The Justice Department has launched the largest lawsuit in its history, indicting more than 700 defendants and seeking more.

But it’s the voting rights that many Democrats and activists concerned about what could happen in 2022 and beyond are urging the president to make it a key priority.

“The insurgency was part of a larger movement to suppress elections and overthrow our democracy,” said Christina Baal-Owens, longtime organizer and executive director of Public Wise, a group that researches and publishes news. on election candidates who support electoral lies.

Baal-Owens said efforts to discredit electoral integrity not only galvanize Trump supporters, but also make other voters less likely to vote. “We know – we’ve researched confidence in the system – if voters don’t trust elections, they may not vote. It’s part of a larger voter suppression movement and why it is so necessary for Biden to speak. “

The House approved sweeping voting rights legislation, but Democrats Kyrsten Sinema of Arizona and Joe Manchin of West Virginia were in the way, saying they opposed changing the rules of the House. Senate to bypass a GOP obstruction of the bill.

This legislation would restore the ability of the Department of Justice to review changes to electoral laws in states with a history of discrimination, a provision of the Voting Rights Act of 1965 repealed by the United States Supreme Court in 2013. According to the Brennan Center, 19 states recently passed laws making it more difficult to vote.
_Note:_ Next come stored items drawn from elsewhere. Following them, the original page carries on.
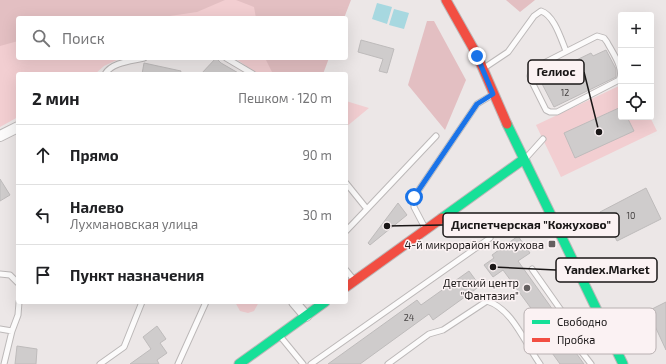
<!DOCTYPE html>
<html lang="ru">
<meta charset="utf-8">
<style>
body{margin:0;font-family:"Exo 2",sans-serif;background:#f6f6f6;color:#202124}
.controls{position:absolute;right:12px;top:12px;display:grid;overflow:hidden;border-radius:4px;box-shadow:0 4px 16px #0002}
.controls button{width:36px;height:36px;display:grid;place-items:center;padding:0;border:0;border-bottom:1px solid #e0e0e0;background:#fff;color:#202124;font:20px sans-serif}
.stop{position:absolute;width:12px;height:12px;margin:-9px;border:3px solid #1a73e8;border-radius:50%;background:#fff}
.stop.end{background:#1a73e8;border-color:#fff;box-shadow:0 1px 4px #0008}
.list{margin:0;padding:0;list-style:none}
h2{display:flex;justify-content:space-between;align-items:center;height:52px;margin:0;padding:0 16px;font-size:17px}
h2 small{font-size:13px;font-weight:400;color:#757577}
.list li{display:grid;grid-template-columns:26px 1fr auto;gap:12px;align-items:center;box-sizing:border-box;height:60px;padding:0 16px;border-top:1px solid #e0e0e0}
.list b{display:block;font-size:15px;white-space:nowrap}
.list p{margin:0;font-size:13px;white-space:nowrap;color:#757577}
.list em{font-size:13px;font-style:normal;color:#757577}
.icon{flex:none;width:22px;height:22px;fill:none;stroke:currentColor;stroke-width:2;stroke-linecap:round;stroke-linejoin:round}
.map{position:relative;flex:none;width:666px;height:364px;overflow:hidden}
.search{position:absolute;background:#fff;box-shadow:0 4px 16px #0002;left:16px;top:16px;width:332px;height:44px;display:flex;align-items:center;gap:10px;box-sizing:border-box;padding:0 14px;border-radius:4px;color:#757577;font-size:15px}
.panel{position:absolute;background:#fff;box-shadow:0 4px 16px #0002;left:16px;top:72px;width:332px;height:232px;border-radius:4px}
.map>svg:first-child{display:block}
.green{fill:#f2ced1}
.forest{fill:#e3bfc2}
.water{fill:#a7d8e0}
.building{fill:#cfcccc;stroke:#bebbbb}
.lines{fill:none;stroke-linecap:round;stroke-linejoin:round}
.lane-casing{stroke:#bcb8b8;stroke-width:7}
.street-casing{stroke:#bcb8b8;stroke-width:12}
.fast-casing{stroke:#bcb8b8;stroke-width:11}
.jam-casing{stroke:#bcb8b8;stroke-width:11}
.lane{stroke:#fcfbfb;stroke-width:5}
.street{stroke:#fcfbfb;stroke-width:10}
.fast{stroke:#16e098;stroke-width:9}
.jam{stroke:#f24e42;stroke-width:9}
.route{stroke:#1a73e8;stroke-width:5}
.poi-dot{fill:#646060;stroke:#fbf2f3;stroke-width:1.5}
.labels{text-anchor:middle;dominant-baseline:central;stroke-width:3;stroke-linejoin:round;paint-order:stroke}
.number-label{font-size:9px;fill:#474444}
.poi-label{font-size:11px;fill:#1a1717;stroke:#fbf2f3;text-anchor:end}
.key{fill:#fbf2f3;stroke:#b8b0b1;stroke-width:1}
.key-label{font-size:11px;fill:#1a1717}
.leader{fill:none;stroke:#1a1717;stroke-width:1.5}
.callout-dot{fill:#1a1717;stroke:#fbf2f3;stroke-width:1.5}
.callout{fill:#fbf2f3;stroke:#1a1717;stroke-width:1.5}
.callout-label{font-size:12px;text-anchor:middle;font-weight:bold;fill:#1a1717}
</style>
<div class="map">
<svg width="666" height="364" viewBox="0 0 666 364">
<rect width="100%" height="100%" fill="#ece7e7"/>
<path class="green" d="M 0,0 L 330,0 L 329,18 L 18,18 L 18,58 L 121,58 L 104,66 L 95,74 L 18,74 L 18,117 L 0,127 Z
M 235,58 L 324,58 L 321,74 L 257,74 Z
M 621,85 L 621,117 L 650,117 L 657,131 L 561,177 L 536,125 Z
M 346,101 L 369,108 L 346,127 Z
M 235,302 L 259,302 L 254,311 L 248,313 L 240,311 Z"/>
<path class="forest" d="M 0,0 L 225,0 L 197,12 L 156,18 L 18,18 L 18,41 L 0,46 Z
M 236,0 L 351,0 L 344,18 L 256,18 L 254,7 Z
M 506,0 L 535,0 L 520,12 Z
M 427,21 L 434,21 L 466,80 L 445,130 L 408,85 Z
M 265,58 L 329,58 L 323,74 L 273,74 Z"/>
<path class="water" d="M 377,3 L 392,7 L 387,24 L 372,19 Z
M 394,9 L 409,13 L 404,29 L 389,25 Z"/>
<path class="building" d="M 361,40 L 394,49 L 387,73 L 379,71 L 383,59 L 358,52 Z
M 606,50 L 616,69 L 616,77 L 554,107 L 539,78 L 591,53 L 593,56 Z
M 216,58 L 221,63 L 240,74 L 201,74 Z
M 144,63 L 181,71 L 180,74 L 142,74 Z
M 621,107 L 621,117 L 627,117 L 634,131 L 575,158 L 564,133 Z
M 0,179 L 10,195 L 0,201 Z
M 646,188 L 661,219 L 617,241 L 606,219 L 604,220 L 600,212 Z
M 398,203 L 407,215 L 370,245 L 368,243 Z
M 518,236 L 530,253 L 518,261 L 558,317 L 553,321 L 584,364 L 560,364 L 537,332 L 544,326 L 503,270 L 493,277 L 484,265 L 494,258 L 492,255 Z
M 469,271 L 480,286 L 433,320 L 429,314 L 360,364 L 328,364 L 417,300 L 421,305 Z
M 666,302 L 666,350 L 648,311 Z
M 157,326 L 166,339 L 160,343 L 167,353 L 157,360 L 159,364 L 130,364 L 151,349 L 143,337 Z
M 17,346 L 37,349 L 36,364 L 15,364 Z"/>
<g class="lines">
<g class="lane-casing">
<path id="lane" d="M 597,36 L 604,38 L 607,42 C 612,52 625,69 619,80 L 557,112 L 550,112 L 546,110 L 531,80 L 530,76 L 532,69 Z
M 226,58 L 253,74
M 484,68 L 508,52 L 534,16 L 541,11 C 554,15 561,39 566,51
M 105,74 C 112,62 132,61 144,58
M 525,159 L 543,139
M 346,183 L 367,209 L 346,231
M 367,209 L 436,136
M 425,228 L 414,207 L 414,197 L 477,104 L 492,95
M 532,269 L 563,313 L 564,329 L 591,364
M 346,270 L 354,280
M 0,274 L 10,275 L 18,283
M 0,329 L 12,331
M 280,336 L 303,364
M 4,364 L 12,331 L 18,315 L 19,302
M 100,364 L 124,347 L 142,302
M 178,364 L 206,302
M 311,364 L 490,238
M 388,364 L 429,334 L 443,330 L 487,301 C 513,309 525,344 540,364"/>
</g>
<g class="street-casing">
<path id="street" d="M 0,136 L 18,127
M 294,302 L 306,316"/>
</g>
<g class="fast-casing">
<path id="fast" d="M 507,124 L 623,364
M 442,218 L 524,159
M 239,364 L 325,302"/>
</g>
<g class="jam-casing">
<path id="jam" d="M 446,0 L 477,55 L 507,124
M 346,287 L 442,218"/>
</g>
<use href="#lane" class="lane"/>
<use href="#street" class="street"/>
<use href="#fast" class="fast"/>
<use href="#jam" class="jam"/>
</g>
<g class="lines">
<path class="route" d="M 414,197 L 477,104 L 493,94 L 477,56"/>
</g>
<g class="poi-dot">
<rect x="548" y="240" width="8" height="8" rx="2"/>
<circle cx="527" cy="288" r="4"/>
</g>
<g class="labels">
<g class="number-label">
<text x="565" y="92">12</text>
<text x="631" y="215">10</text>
<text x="409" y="317">24</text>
</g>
<g class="poi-label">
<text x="544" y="244">4-й микрорайон Кожухова</text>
<text x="519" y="282">Детский центр<tspan x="519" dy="13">"Фантазия"</tspan></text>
</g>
</g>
<rect x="524" y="308" width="132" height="46" rx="6" class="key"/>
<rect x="532" y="320" width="18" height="4" fill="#16e098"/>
<rect x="532" y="338" width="18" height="4" fill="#f24e42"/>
<g class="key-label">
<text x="557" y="326">Свободно</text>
<text x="557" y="344">Пробка</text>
</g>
<path class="leader" d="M599 132L584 72M387 226L443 225M493 267L556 270"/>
<g class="callout-dot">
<circle cx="599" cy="132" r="4"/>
<circle cx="387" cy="226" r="4"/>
<circle cx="493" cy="267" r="4"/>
</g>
<g class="callout">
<rect x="528" y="60" width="56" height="24" rx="4"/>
<rect x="443" y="213" width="176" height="24" rx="4"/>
<rect x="556" y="258" width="101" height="24" rx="4"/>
</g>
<g class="callout-label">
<text x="556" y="76">Гелиос</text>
<text x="531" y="229">Диспетчерская "Кожухово"</text>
<text x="607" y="274">Yandex.Market</text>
</g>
</svg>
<div class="controls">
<button>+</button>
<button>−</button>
<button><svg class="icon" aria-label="locate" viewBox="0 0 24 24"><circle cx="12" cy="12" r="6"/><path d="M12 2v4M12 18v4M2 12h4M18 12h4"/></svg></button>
</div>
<div class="stop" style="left:414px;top:197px"></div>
<div class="stop end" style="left:477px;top:56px"></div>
<div class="search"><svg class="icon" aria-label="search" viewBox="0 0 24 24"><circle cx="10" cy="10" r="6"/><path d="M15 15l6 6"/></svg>Поиск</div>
<section class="panel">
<h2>2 мин<small>Пешком · 120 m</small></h2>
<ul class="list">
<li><svg class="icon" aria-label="ahead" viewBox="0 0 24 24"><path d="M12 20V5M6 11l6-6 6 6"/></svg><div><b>Прямо</b></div><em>90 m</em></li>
<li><svg class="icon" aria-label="left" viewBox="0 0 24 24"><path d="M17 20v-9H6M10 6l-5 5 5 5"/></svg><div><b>Налево</b><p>Лухмановская улица</p></div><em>30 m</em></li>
<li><svg class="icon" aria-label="arrive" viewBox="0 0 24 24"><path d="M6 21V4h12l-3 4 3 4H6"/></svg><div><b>Пункт назначения</b></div></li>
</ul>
</section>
</div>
Manchin and Sinema helped draft separate voting rights legislation, but it lacks enough Republican support to overcome the filibuster.

“People are taking sides instead of examining what the institutional threats are to the maintenance of our democracy,” said Democratic Representative Peter Welch of Vermont, candidate to replace Democratic Senator Patrick Leahy, who has announced his retirement.

Welch was on Capitol Hill on January 6 and the violence of that day is etched in his memory.

“The standards that have been the foundation of our democracy, the free and peaceful transition of power and the renunciation of violence, they have been shattered,” he said.

After Biden’s speech in South Carolina, Senate Democrats renewed their commitment to passing voting rights legislation in early 2022. And the president said in an interview with ABC that he supported the creation of ‘An exception to Senate filibustering if that’s what it takes to pass voting rights legislation. .

For Biden, who served four decades in the Senate, it was a remarkable concession and underscored the gravity of the threat. And, he admitted, he knows the world is watching to see how the nation reacts – and wonders if the country’s democracy will survive.

“Have you ever thought that another leader would ask you this question?” Biden said.